Integrate Kreuzberg document intelligence extraction pipelines with SurrealDB.
Kreuzberg is a polyglot document intelligence framework that allows you to extract text, metadata, images, and structured information from PDFs, Office documents, images, and 91+ formats.
The kreuzberg-surrealdb package connects Kreuzberg's document extraction pipeline to SurrealDB. It handles schema creation, content deduplication, optional chunking and embedding, and index configuration.
How it works
Extract — Kreuzberg parses the source documents and runs OCR where needed.
Connect — The connector receives the extracted output and manages the SurrealDB connection.
Store — Each document is hashed (SHA-256) for deduplication, optionally chunked and embedded, then written to SurrealDB under an auto-generated schema.
Search — Full-text (BM25), vector (HNSW), and hybrid (RRF) search are available immediately after ingestion.
Key capabilities
Schema management — setup_schema() creates tables, indexes, and analyzers.
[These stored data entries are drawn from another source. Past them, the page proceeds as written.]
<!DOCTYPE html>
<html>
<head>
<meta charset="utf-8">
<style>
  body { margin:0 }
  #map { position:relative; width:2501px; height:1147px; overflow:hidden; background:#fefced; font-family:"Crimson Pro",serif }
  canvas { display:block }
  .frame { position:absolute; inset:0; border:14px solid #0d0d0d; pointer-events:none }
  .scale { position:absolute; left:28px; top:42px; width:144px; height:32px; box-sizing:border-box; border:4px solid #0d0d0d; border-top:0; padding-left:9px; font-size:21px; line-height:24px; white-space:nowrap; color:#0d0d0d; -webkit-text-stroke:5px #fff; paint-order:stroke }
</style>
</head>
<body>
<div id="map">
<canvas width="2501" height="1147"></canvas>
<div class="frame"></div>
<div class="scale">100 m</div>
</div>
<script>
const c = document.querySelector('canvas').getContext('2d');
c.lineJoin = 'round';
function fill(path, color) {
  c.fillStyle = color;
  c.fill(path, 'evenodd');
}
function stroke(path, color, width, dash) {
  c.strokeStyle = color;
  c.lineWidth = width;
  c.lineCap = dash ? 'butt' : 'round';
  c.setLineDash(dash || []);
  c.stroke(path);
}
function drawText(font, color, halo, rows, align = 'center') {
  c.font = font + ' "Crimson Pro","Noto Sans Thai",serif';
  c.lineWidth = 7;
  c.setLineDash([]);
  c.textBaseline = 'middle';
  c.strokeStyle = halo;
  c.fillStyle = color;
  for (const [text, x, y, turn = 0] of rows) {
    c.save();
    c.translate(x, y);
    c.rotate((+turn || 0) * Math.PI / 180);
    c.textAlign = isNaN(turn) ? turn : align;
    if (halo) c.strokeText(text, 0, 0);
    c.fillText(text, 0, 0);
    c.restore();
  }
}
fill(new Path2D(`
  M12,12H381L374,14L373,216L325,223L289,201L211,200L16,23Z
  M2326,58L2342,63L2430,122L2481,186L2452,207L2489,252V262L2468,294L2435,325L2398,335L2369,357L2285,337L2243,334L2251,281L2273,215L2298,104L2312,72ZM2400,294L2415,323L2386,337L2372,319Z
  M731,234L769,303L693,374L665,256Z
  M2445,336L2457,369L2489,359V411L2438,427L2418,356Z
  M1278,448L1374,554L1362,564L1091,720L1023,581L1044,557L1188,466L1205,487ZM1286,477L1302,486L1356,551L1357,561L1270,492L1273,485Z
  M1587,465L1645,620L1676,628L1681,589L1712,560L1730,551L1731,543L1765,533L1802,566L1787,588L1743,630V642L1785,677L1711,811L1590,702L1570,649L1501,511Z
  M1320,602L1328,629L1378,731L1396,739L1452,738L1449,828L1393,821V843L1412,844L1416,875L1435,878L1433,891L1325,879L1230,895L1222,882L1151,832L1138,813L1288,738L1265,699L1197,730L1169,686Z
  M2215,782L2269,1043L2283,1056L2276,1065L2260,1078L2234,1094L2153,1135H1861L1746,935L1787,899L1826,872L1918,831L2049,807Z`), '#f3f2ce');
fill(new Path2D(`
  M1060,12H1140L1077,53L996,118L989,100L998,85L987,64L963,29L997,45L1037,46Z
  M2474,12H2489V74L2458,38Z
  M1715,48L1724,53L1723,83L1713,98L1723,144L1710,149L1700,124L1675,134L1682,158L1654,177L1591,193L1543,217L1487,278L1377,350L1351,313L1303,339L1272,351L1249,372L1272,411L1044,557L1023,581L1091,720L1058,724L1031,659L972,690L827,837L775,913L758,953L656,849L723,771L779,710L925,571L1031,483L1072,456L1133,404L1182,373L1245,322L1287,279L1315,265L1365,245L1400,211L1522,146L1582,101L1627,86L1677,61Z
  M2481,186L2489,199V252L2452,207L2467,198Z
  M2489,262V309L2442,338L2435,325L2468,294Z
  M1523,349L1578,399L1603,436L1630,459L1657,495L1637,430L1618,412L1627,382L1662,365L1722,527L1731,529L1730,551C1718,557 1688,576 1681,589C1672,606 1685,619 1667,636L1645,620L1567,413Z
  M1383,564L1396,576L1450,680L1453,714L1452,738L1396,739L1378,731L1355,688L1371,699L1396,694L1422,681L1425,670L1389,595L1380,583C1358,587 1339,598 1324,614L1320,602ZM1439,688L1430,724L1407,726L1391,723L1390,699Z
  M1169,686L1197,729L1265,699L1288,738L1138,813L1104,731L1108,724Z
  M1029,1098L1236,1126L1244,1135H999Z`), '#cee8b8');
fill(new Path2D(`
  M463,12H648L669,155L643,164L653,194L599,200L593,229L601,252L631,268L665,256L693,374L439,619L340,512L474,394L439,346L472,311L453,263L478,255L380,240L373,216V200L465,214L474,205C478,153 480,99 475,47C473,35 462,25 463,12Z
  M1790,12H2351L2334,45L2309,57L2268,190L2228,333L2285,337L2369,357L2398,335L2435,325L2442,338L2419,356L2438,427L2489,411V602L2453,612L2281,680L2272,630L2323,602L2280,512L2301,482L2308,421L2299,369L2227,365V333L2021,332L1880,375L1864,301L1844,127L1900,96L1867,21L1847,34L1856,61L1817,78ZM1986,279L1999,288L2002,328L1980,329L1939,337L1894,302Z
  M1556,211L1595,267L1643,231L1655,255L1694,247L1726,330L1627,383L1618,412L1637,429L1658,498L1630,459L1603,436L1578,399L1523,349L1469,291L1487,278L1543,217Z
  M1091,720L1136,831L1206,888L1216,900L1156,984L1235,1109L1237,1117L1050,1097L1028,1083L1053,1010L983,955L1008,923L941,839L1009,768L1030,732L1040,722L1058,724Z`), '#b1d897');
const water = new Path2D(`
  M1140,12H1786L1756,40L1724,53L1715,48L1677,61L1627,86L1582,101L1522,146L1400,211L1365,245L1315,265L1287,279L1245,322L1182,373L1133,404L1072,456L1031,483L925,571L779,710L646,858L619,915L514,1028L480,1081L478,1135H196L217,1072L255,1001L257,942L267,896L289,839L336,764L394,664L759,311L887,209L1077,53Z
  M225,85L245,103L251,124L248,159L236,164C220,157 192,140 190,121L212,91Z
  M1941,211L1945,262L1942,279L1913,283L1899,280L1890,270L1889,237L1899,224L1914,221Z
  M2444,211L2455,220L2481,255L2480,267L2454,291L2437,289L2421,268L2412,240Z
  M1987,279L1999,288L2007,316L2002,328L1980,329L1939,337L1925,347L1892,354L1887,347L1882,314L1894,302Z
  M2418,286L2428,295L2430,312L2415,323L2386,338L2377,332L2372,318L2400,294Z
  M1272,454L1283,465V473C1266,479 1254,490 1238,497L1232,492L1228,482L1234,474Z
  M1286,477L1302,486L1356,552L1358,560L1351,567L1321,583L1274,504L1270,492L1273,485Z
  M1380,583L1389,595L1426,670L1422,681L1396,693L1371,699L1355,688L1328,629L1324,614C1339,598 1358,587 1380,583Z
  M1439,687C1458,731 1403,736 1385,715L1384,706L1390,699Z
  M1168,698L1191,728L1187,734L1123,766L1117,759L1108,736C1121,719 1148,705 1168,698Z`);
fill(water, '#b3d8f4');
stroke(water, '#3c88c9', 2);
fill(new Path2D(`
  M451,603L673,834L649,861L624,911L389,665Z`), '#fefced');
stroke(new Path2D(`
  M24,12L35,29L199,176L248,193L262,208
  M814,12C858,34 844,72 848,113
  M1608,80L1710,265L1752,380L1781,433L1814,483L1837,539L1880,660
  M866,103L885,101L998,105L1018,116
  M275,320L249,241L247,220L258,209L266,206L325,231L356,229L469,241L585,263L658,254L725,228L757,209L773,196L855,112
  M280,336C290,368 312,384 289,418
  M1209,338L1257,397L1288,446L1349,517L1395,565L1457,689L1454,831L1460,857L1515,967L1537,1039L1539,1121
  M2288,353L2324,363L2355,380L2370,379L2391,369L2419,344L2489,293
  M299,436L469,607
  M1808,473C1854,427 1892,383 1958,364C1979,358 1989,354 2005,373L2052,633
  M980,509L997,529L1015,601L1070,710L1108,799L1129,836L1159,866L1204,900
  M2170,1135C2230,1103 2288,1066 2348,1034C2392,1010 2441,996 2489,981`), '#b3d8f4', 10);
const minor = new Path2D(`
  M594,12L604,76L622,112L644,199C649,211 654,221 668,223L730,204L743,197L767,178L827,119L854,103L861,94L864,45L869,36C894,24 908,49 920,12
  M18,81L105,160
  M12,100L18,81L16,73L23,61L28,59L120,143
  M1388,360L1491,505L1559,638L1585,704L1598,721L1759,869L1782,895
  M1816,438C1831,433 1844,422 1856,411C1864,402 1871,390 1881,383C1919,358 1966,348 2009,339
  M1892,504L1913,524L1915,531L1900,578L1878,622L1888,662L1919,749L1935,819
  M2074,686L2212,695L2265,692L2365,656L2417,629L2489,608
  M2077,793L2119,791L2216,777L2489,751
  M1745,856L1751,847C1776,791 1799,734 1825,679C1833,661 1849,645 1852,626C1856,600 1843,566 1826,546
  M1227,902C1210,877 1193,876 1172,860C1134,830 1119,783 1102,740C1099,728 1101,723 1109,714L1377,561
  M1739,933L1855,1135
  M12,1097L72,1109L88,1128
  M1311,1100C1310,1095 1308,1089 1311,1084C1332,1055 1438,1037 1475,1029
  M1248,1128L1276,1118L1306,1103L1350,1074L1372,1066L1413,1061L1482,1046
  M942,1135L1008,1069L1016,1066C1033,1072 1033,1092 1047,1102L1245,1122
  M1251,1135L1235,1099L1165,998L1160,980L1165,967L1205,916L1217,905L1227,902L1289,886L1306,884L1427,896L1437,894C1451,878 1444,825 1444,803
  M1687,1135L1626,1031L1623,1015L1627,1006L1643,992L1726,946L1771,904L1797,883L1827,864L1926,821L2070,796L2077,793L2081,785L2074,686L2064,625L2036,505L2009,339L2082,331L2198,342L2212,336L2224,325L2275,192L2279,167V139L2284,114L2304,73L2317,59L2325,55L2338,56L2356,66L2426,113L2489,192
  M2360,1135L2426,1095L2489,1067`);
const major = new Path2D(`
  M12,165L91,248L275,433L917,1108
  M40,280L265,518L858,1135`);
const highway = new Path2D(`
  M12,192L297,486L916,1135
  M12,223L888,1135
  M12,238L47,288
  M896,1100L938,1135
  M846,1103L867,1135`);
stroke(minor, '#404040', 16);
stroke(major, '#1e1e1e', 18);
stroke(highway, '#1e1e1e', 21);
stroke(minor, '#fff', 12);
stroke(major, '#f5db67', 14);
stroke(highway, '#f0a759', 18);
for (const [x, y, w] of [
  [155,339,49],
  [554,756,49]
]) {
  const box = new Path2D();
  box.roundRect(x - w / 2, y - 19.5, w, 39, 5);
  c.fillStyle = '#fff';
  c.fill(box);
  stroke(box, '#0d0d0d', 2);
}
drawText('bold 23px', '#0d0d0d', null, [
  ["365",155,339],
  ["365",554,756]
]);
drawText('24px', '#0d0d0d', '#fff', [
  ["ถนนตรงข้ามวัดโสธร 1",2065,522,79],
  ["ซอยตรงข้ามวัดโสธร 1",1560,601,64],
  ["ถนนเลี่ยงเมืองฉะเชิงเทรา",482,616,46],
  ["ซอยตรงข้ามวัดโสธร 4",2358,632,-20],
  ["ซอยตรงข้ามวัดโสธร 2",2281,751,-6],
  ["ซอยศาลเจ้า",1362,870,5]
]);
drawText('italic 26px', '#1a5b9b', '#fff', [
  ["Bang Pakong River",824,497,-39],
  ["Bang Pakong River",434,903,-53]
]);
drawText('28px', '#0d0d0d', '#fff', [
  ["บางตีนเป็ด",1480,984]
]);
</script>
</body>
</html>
No manual DDL required.
Deduplication — Deterministic record IDs derived from content hashes prevent duplicate rows across ingestion runs.
Flexible ingestion — Single files, file lists, directories (with glob), or raw bytes.
Extraction control — Pass Kreuzberg's ExtractionConfig to set OCR behavior, output format, and quality processing.
Batch tuning — Adjust insert_batch_size to balance throughput against memory usage.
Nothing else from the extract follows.